At one point, Chaplin’s character — a king who has been kicked out of his country by a revolution — goes to see a movie, and before we see him watching three coming attractions (the subject of my blog post), he witnesses the tail-end of a rock and roll show.

Screen Shot 2020-08-12 at 3.55.10 PM

Behind him, on the theater doors, you can clearly see the work “STALLS.” Now, “Stalls” is the British term for what Americans would call the Orchestra. (I have never encountered “Stalls” here.) The Internet Movie Database (IMDB) offers conflicting information on where this scene was shot, either the Odeon Cinema or the Warner Theatre, both on Leicester Square in London. But whichever it was, Chaplin and his crew neglected to erase a telltale word.

 

“Cinema”

The particular meaning of this word I have in mind is not what the OED terms “Films or movies collectively; films or movies considered as an industry, art form, or type of entertainment.” (E.g, “Bergman is a master of cinema.”) This has been in common use among arty types in the U.S. for a very long time.

Nor am I referring to a meaning that I believe common in Britain but which I haven’t heard in the U.S. It’s the equivalent of our “the movies” — “I love going to the cinema on a rainy afternoon:

Rather, I’m thinking of a cinema as a place where you go to watch movies. The OED quotes a headline from The Sun: “Top films coming to a cinema near you this summer.” As the dictionary notes, “Movie theatre [sic] is the more common term in North America.” That would be joined by “movie house” and, more recently, “multiplex.”

But I’ve been hearing this cinema-as-place a fair amount on National Public Radio, and a good number of uses show up when I search the NPR website. For example, this from a July 28 report on virus restrictions in the District of Columbia: “Theaters, cinemas and entertainment venues can apply for a waiver to host arts, entertainment or cultural events.” And, the day before, this from host Ari Shapiro on new drive-in movies: “Pop-up cinemas are, well, popping up.”

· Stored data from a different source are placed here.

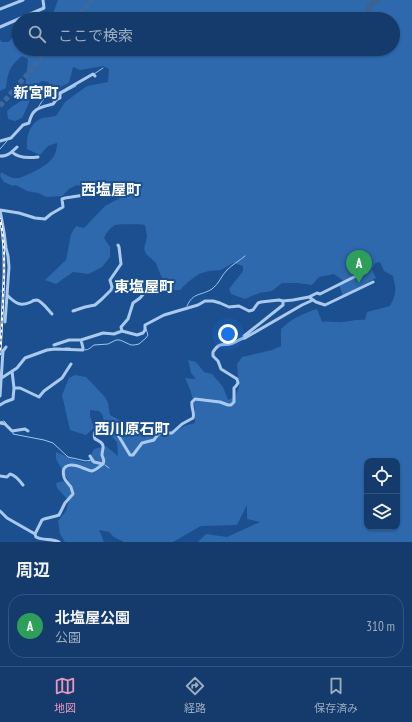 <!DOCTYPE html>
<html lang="ja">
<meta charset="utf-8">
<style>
:root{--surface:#143b6b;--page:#214673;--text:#f1f3f6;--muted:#9dadc1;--line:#33557e;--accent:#e797bd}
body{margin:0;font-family:"PT Sans Narrow","Noto Sans JP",sans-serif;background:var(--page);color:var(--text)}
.controls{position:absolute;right:12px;bottom:12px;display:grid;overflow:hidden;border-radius:8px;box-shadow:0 1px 3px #0004}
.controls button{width:36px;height:36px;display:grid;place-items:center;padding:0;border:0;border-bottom:1px solid var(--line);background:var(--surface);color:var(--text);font:20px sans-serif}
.you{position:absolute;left:228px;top:334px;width:14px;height:14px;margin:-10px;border:3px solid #fff;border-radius:50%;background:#1a73e8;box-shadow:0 0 0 6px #1a73e833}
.badge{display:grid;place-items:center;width:26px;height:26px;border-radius:50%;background:var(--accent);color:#fff;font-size:13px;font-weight:700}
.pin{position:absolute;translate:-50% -33px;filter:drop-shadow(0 1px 2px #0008)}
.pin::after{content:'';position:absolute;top:21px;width:14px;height:12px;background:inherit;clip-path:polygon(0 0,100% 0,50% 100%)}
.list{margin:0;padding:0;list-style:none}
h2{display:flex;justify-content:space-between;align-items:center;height:52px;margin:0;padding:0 16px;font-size:17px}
h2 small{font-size:13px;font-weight:400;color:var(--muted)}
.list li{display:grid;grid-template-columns:26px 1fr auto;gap:12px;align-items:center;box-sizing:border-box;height:64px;margin:0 8px 8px;padding:0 8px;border:1px solid var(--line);border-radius:16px}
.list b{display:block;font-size:15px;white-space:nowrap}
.list p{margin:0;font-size:13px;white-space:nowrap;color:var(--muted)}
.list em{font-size:13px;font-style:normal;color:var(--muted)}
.icon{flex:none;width:22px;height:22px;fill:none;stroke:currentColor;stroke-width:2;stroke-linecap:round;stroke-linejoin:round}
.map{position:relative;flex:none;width:412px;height:542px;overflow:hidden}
.search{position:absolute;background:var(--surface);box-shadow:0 1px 3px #0004;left:12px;right:12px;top:12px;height:44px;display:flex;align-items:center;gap:10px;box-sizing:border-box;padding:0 14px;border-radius:22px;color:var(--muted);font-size:15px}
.sheet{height:124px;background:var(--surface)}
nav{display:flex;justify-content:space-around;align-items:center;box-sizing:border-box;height:56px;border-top:1px solid var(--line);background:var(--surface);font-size:11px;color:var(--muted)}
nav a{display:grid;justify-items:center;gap:2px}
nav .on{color:var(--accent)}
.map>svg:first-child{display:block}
.green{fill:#2e69ad;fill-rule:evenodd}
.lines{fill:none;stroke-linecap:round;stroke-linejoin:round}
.stream{stroke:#9cc4f0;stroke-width:1}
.river{stroke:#3c6290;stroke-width:5.5}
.street-tunnel{stroke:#3d69a0;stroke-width:3;stroke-dasharray:3 1.5;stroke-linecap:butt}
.highway-tunnel{stroke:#3d69a0;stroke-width:5;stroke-dasharray:5 2.5;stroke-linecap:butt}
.street{stroke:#a9c9ee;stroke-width:3}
.rail-casing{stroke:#fff;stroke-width:2.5}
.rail{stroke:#1b4f8f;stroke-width:1;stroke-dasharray:3;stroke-linecap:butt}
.labels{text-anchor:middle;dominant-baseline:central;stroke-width:4;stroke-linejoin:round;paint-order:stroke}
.neighbourhood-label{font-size:15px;font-weight:bold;fill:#fff;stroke:#1b4f8f}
</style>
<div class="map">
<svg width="412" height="542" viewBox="0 0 412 542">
<rect width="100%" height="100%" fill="#1b4f8f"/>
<path class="green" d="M 58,0 L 412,0 L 412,542 L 198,542 L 206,534 L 227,537 L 260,522 L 247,519 L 247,505 L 237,525 L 201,526 L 173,542 L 124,542 L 114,537 L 109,532 L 99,530 L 104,542 L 65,542 L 60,534 L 58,521 L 66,511 L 69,501 L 57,488 L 56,483 L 68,480 L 56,459 L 56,452 L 75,460 L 87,463 L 94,449 L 106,446 L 118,456 L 117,442 L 108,433 L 102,414 L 99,411 L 90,410 L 90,416 L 94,428 L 86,435 L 70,430 L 62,395 L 69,378 L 75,375 L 86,377 L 105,397 L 108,403 L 110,415 L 127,424 L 138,434 L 148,423 L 153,424 L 155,430 L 163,437 L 169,435 L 184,426 L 195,423 L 195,409 L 191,392 L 185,378 L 196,379 L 191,373 L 188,360 L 196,362 L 204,372 L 212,374 L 223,387 L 228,400 L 235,397 L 239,387 L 237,364 L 242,357 L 272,350 L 281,346 L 281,329 C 291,319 304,313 317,309 L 322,322 C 327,321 331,322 335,322 C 345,323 355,319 365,320 L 367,312 L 390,306 C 397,293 396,290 393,276 L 384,271 L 380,262 L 375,263 L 371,272 L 372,270 L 376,278 L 343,296 L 339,285 L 345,282 L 334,274 L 319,277 L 312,285 L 297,283 L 282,283 L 272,291 L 259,293 L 245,299 L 231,294 L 229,289 L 243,271 L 243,266 L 233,263 L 221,270 L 209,271 L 199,274 L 188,282 L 180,290 L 172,290 L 161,276 L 156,263 L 146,254 L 144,249 L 147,237 L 145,225 C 140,224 119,224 115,225 C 110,228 106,233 104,238 L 110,247 L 110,257 L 102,267 L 89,274 L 73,272 L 56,284 L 45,280 L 66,260 L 71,234 L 76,226 L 84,228 L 105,206 L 120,198 L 118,189 L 90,188 L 77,185 L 69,189 L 62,196 L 46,197 L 38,193 L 27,191 L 18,186 L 14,185 L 13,186 L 4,182 L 0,176 L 1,172 C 5,175 13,179 18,178 C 23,177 28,174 33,172 C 46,165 57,160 57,143 L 48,146 L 40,155 L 27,149 C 26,137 29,125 40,119 C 44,117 52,117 56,116 L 65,102 L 87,86 L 108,82 L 109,69 L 103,66 L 80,70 L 73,67 L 69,83 L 55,89 L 48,82 L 42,81 L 33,87 L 28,105 L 22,118 L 15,121 L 8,119 L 7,111 L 13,106 L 24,99 L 28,59 L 22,56 C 9,67 8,72 6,88 L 0,91 L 0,40 L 2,42 L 9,42 L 19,29 L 19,49 L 393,49 L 393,19 L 51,19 ZM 367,461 L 397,461 L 397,527 L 367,527 Z"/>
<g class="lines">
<path class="stream" d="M 94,74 L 103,68
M 61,94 L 76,86
M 38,108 C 45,96 44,97 58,95
M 0,149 L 1,148 L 7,141
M 187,306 C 193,292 201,296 212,289 C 219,284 221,276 227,270 C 232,265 239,261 245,256
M 65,348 L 70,348
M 85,350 C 89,350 91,347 94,345 L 108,344 L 116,340 L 120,340 L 131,345 L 134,345 L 139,344 L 146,338 L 148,335 L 146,329
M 0,422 L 4,421 L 6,423
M 13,432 L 13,434 L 44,440 L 53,443 L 68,457 L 86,461 L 91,460 L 92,462
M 105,465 L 109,468"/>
<path class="river" d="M 367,14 L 370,5 L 377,0"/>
<path class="street-tunnel" d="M 0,291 L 8,292"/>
<path class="highway-tunnel" d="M 75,19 L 92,0
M 0,106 L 49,49"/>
<path class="street" d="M 0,9 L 23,0
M 0,27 L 44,8 L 43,0
M 0,141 L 11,138 L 23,125 L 29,123 C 30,119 32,113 35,111 C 37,108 49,105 53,104 L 56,100 L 60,98 L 60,93 L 93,74 L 95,76
M 12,152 C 18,158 30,158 38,157
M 0,156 C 7,157 12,152 17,147
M 0,210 L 4,232 L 6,248 L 8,256 L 9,267 L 7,295 C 15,303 20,307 31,302 C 32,301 35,300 37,300 C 42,301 48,310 52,314
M 0,210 L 19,213 L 35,218 L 45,219 L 51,214 L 63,207 L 62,199 L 65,198 L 91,194
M 309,297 L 317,293 L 320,294 L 358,275
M 73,311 L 85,307 L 95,305 L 102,299 L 111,290 L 112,287 L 110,280 L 121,264 L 119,247 L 118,245
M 5,322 L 7,295
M 122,331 L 121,327 L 128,319 L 133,303 L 140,298 L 145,292 L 151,288
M 244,336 L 283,305 L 283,301
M 54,345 L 69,340 L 81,340 L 103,333 L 114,334 L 122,331 L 137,335 L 143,333 L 145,330 L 145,325 L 164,315 L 198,305 L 205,301 L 213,301 L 220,303 L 229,307 L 239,306 L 249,311 L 253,310 L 258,303 L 261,302 L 279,300 L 283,301 L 293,300 L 309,297 L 316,302 L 325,305 L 373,282
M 0,379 L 17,368 L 25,358 L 47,350 L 55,349 L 83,350 L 83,348 L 81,340
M 14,388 L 20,388 L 39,397 L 44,391 L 62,378 L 71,364
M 0,396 L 3,351 L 6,347
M 0,405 L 5,402 L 13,399 L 14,388 L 12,371
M 0,423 L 5,424 L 12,431 L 25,429 L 28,431
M 90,456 L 94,462 L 103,464
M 103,464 C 105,460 103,459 102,455 C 102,452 103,450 103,448 C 104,443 99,441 95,439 C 93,434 95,430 100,426 L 115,430 L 130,455 L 133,455 L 142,443 L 154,440 C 161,429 161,434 172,433 L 182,424 L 193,418 C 195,413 191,408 192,402 L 195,399 L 220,402 L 228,405 L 231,405 L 234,402 L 234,388 L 236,386 L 238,383 L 237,379 L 221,369 L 218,361 L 213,356 L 213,352 C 221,340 223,347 233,343 C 237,342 240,338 245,338 L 302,305 L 313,300
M 0,476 L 7,477 L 10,474 C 15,475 20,481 23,485
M 0,511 L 7,518 L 35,534 L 36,537 C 43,541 52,538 59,542
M 35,534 L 42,520 L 44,519 L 56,516 L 59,515 L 65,503 L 73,494 C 73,493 71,488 71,487 C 69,484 65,481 64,477 C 60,462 74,464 83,468 C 86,469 89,471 92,471 C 96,470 100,466 103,464"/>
<g class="rail-casing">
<path id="rail" d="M 0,219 C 4,237 4,255 4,274 C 3,301 2,327 0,354"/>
</g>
<use href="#rail" class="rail"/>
</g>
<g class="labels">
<g class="neighbourhood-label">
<text x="36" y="92">新宮町</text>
<text x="111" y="189">西塩屋町</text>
<text x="144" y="286">東塩屋町</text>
<text x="132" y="428">西川原石町</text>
</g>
</g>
</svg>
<div class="controls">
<button><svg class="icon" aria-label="locate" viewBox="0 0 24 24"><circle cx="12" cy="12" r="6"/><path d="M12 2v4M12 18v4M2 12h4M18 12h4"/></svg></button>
<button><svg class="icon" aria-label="layers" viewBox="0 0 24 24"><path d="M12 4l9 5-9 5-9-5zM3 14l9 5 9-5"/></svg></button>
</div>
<div class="you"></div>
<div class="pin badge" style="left:359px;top:283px;background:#2e9e5b">A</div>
<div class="search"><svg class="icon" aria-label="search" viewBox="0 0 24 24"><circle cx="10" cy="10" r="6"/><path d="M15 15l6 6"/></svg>ここで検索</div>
</div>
<section class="sheet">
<h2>周辺<small></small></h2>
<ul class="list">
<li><span class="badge" style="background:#2e9e5b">A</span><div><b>北塩屋公園</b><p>公園</p></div><em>310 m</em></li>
</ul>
</section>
<nav>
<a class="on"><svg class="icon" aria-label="map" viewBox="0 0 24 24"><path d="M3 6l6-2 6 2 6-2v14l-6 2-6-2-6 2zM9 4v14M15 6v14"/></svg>地図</a>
<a><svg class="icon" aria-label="directions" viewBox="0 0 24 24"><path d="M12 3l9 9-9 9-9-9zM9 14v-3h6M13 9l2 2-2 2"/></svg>経路</a>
<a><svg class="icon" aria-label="saved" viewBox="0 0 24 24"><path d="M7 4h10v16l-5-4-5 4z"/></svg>保存済み</a>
</nav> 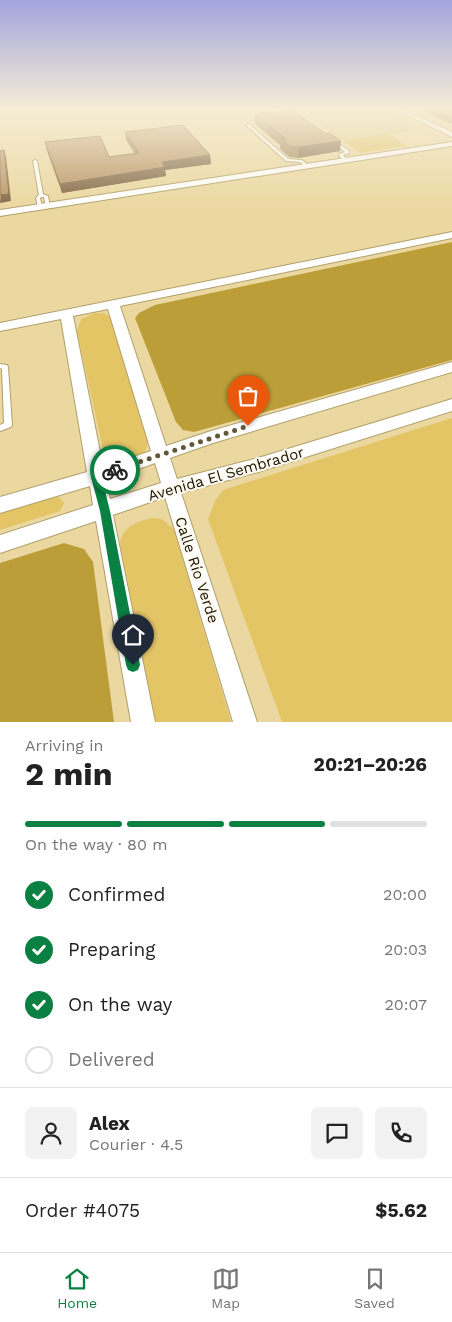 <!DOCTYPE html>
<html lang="en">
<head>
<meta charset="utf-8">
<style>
	:root { --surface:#fff; --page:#f2f2f2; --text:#222; --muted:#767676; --line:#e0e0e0; --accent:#0b8043 }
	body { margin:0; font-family:"Work Sans",sans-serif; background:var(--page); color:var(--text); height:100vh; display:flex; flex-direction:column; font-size:19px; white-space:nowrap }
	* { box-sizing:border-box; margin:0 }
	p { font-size:16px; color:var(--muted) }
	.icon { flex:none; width:28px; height:28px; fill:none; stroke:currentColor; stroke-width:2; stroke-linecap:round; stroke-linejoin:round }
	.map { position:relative; height:722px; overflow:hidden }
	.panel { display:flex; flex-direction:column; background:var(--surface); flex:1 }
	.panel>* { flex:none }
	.pin { position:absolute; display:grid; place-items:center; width:42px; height:42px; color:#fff; margin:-51px -21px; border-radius:50% 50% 50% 0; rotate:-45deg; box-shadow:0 0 5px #0007 }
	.pin .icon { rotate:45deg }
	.courier { position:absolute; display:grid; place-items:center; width:50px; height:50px; margin:-25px; border:4px solid #0b8043; border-radius:50%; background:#fff; color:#222; box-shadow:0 1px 6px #0007 }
	.headline em { font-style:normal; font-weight:700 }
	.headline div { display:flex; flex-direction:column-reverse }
	.headline { display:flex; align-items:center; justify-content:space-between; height:85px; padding:0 25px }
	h1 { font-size:32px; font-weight:700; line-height:38px }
	.bar { display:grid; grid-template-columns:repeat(4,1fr); gap:8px 5px; align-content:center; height:60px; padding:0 25px }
	.bar i { height:6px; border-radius:4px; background:var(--line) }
	.bar .on { background:var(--accent) }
	.bar p { grid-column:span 4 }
	.line { display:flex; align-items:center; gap:12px; padding:0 25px; border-top:1px solid var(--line) }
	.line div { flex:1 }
	.round { display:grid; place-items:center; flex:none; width:52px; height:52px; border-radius:8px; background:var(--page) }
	ol { padding:0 25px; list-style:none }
	li { display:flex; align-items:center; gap:15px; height:55px }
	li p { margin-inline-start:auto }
	li .icon { padding:5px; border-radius:50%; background:var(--accent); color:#fff; stroke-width:4 }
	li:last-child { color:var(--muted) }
	li i { width:28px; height:28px; border:2px solid var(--line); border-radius:50% }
	.tabs { display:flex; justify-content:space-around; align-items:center; height:70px; border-top:1px solid var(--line); background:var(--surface); font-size:14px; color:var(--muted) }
	.tabs a { display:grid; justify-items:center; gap:2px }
	.tabs .on { color:var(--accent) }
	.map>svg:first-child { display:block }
	.built { fill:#e2ce8e }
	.green { fill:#e3c566 }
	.forest { fill:#bc9e38 }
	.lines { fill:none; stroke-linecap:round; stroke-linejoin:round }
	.service-casing { stroke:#b09f69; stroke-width:2 }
	.minor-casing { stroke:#b09f69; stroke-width:2 }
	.service { fill:#fff; fill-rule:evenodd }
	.minor { fill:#fff; fill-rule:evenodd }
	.wall { fill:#9f8059 }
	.shaded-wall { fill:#826848 }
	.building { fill:#b99567; stroke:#826848 }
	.route { fill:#0b8043 }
	.done { stroke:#625738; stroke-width:5; stroke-dasharray:0 9 }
	.labels { text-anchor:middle; stroke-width:4; stroke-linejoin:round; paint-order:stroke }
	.near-street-label { font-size:15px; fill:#191200; stroke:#fefaef }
</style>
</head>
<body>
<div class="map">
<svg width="452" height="722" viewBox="0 0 452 722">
	<rect width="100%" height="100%" fill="#ebd8a1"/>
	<polygon class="built" points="326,108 384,108 427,129 343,141 308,116 313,113 308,110"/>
	<g class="green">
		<polygon points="388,134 407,146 360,153 343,141"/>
		<path d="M95 313H104L111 317 147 435C147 439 148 443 147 447 144 458 124 465 114 461 108 460 106 455 103 450L77 331 81 319Z"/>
		<polygon points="452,418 452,722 282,722 208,519 215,501 223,490"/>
		<polygon points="59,497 64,503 60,511 0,530 0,512 50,498"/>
		<path d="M154 518 162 519 174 529 231 722H155L120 543C122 527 139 520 154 518Z"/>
	</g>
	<g class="forest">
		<polygon points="452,242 452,360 194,432 183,430 176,422 135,318 139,313 155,305"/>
		<polygon points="64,543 84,549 93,562 114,722 0,722 0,563"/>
	</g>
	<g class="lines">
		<defs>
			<g id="service">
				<polygon points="409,108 424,108 408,110"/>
				<polygon points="247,124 249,124 288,159 302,160 309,166 306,167 300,162 286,161 247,126"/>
				<polygon points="332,140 334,140 349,151 349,153 343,155 347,159 347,161 345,161 339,156 339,154 345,152 332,142"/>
				<polygon points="35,160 37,161 43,194 48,196 50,207 46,207 44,197 42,197 40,198 42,207 40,208 38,207 36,198 39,195 33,161"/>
				<polygon points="0,364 7,365 8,367 12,425 11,427 0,431 0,425 4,423 2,369 0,368"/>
			</g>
			<g id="minor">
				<polygon points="393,108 400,108 452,132 452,137"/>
				<polygon points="452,142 452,146 0,216 0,210"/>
				<path d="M452 232V238L120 306 166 446 211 431 452 362V372L213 443 170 458 177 479 258 458 452 399V411L258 472 181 493 257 722H233L165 497 113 515 155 722H131L96 521 0 553V535L93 505 90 486 0 513V497L87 472 61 319 0 331V323ZM108 309 151 451 103 467 73 316ZM155 463 161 483 110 499 106 481Z"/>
			</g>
		</defs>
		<use href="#service" class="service-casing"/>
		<use href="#minor" class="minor-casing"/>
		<use href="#service" class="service"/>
		<use href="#minor" class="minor"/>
	</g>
	<g class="wall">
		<polygon points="421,108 452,108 452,124 420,110"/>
		<polygon points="255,114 340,151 298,158 289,157 280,149 280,145 255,124"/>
		<polygon points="125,132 210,155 211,164 165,170 166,176 62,193 47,151 45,142 109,157 135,154 126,140"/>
	</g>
	<g class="shaded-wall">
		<polygon points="341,141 340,151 298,158 299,147"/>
		<polygon points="4,150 6,156 11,201 0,203"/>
		<polygon points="210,155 211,164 165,170 166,176 62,193 60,184 162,162"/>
	</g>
	<g class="building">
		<polygon points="439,108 452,108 452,113"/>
		<polygon points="291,110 326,134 329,133 341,141 299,147 290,147 281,139 286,139 255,114"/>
		<polygon points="183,125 210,155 162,162 165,167 60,184 45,142 100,136 109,157 139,153 125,132"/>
		<polygon points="4,150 9,194 0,195 0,151"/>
	</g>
	<linearGradient id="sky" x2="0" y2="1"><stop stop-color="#a2a4dd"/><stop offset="0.52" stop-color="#f6edd5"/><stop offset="1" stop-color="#f6edd5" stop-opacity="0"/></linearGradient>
	<rect width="452" height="209" fill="url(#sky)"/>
	<polygon class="route" points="115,466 120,470 119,474 102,479 110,511 140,665 138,670 133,672 128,670 126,665 100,511 91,477 93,474"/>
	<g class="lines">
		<polyline class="done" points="115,470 248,426"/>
	</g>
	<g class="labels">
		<g class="near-street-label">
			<text transform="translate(226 474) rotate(-16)" y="5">Avenida El Sembrador</text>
			<text transform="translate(197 570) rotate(72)" y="5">Calle Río Verde</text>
		</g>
	</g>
</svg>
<div class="pin" style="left:248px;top:426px;background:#ea580c"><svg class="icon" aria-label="bag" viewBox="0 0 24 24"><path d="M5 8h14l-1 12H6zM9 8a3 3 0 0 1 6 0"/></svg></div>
<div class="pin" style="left:133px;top:665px;background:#1f2937"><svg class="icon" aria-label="home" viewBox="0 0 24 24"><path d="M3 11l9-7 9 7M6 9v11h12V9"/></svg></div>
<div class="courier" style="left:115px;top:470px"><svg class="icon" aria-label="bike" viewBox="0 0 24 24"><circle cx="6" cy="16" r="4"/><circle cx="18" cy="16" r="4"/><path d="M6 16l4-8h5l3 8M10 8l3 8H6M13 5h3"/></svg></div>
</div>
<section class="panel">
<div class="headline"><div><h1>2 min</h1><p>Arriving in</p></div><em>20:21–20:26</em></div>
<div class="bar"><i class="on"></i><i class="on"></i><i class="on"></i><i></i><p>On the way · 80 m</p></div>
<ol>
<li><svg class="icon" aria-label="check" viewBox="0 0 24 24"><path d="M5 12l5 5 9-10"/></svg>Confirmed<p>20:00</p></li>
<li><svg class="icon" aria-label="check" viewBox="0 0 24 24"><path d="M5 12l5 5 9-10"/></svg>Preparing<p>20:03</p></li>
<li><svg class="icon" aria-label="check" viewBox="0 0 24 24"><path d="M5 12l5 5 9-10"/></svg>On the way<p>20:07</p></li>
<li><i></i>Delivered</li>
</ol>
<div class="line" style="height:90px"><a class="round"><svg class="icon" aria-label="person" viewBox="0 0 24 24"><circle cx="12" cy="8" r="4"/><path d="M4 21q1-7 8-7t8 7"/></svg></a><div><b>Alex</b><p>Courier · 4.5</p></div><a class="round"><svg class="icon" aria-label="chat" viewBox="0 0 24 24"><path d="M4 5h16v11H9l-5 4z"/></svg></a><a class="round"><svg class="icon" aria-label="phone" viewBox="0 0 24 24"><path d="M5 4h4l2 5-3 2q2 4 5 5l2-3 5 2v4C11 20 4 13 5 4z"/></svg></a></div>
<div class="line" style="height:65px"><div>Order #4075</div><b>$5.62</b></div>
</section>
<nav class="tabs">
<a class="on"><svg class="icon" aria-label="home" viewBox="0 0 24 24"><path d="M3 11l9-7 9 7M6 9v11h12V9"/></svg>Home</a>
<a><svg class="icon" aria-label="map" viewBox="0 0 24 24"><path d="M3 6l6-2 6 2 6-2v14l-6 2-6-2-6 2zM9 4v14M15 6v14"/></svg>Map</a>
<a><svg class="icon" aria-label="saved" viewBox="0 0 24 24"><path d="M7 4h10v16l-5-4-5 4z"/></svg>Saved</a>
</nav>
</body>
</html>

Meanwhile, New York Times movie reviews now note they will be playing at “virtual cinemas.”

Google Books Ngram Viewer confirms the sense of British predominance (though the term declined in popularity from about 1950-1980), with Americans starting to close the gap in the 1980s.

Screen Shot 2020-07-31 at 10.37.21 AM

 

 

Looking just at American books, the data shows “cinema” more or less neck-and neck with  “movie theater” since the ’80s.  (The chart does somewhat overstate the popularity of “cinema” because it omits “theater” by itself; that is, if you were going to the movies with someone you might say, “I’ll meet you at the theater at 3.” For pretty obvious reasons, I didn’t include “a theater” in the search.)

Screen Shot 2020-07-31 at 10.33.12 AM

 

 

The change makes sense. “Movie theatre theater” and “movie house” are both kind of clunky, and “cinema” sounds classy, always a good thing. The only trouble is, who knows if there’ll even be cinemas anymore?